__Recorded information__.
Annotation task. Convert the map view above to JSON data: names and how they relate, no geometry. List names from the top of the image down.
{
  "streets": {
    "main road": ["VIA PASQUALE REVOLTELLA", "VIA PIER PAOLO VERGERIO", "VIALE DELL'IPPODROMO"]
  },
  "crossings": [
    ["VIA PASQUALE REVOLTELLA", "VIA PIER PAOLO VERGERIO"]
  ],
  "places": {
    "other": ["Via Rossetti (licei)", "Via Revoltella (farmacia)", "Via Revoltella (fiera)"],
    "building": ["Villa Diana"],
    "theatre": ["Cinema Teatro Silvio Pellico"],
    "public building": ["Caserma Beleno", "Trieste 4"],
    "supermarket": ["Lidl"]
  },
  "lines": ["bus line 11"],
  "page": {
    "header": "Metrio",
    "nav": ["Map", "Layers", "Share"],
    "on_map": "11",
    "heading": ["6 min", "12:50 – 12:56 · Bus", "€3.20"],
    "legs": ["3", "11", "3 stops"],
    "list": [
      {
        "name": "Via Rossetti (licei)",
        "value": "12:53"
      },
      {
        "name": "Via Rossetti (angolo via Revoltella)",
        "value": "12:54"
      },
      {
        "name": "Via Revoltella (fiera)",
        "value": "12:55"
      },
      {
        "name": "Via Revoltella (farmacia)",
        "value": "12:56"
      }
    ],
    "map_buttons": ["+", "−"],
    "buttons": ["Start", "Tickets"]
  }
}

--

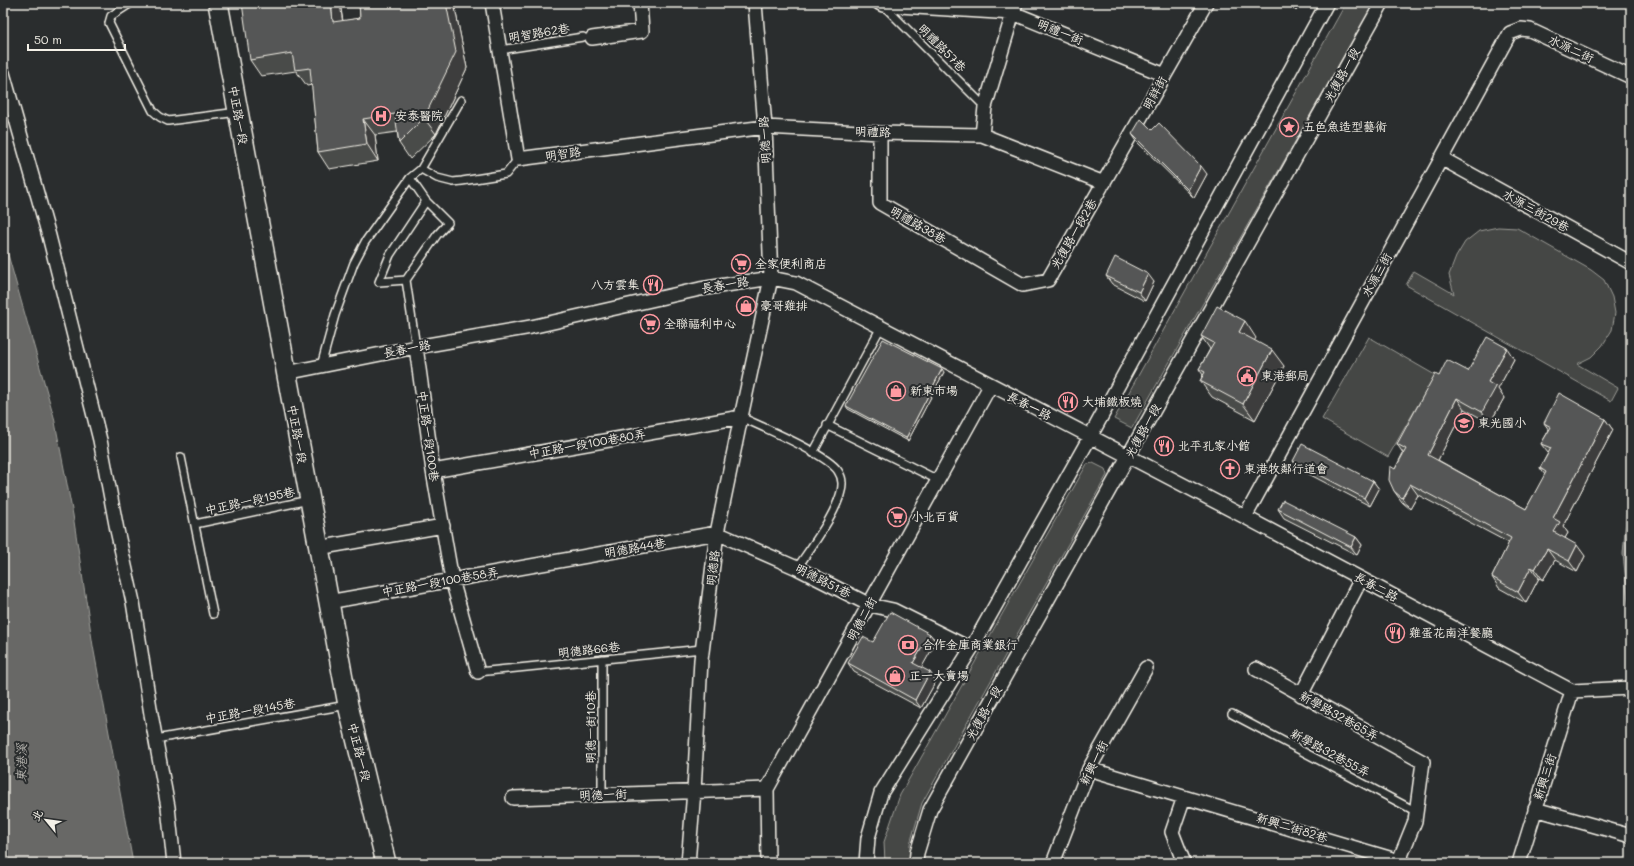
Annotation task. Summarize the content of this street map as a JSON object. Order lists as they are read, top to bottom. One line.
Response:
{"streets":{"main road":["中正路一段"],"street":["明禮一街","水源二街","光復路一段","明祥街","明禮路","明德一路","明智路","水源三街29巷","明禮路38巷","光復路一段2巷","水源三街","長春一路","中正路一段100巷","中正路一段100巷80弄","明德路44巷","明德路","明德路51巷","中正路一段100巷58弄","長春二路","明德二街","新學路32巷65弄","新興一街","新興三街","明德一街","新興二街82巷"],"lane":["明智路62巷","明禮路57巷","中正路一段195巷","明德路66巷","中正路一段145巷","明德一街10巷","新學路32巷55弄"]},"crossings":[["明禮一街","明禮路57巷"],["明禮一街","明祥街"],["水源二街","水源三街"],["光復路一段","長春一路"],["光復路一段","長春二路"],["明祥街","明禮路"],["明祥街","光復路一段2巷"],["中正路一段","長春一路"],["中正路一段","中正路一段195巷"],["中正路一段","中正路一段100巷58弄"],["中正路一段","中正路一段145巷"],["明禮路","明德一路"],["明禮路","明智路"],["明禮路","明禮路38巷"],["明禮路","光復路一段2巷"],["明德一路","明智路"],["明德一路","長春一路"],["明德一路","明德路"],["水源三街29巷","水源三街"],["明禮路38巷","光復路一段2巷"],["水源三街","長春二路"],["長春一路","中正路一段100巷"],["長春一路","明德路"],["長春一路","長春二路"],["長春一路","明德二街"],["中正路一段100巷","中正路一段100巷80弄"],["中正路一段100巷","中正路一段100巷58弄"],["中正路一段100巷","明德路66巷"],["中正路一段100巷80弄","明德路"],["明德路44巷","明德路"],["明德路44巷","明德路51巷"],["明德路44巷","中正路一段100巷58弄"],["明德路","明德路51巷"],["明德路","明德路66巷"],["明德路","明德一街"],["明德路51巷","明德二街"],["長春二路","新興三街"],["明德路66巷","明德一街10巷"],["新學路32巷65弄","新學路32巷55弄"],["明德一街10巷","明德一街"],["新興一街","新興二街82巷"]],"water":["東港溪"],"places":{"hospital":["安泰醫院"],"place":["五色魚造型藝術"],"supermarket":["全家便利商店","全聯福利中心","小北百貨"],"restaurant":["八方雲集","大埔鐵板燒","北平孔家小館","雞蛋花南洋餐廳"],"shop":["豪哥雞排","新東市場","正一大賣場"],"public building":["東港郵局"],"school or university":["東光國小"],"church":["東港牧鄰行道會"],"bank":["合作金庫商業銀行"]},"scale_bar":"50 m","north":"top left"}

__Task item__. Throughout the material above, find every line holding "Annotation" and copy it.

__Result for this exercise__.
Annotation task. Convert the map view above to JSON data: names and how they relate, no geometry. List names from the top of the image down.
Annotation task. Summarize the content of this street map as a JSON object. Order lists as they are read, top to bottom. One line.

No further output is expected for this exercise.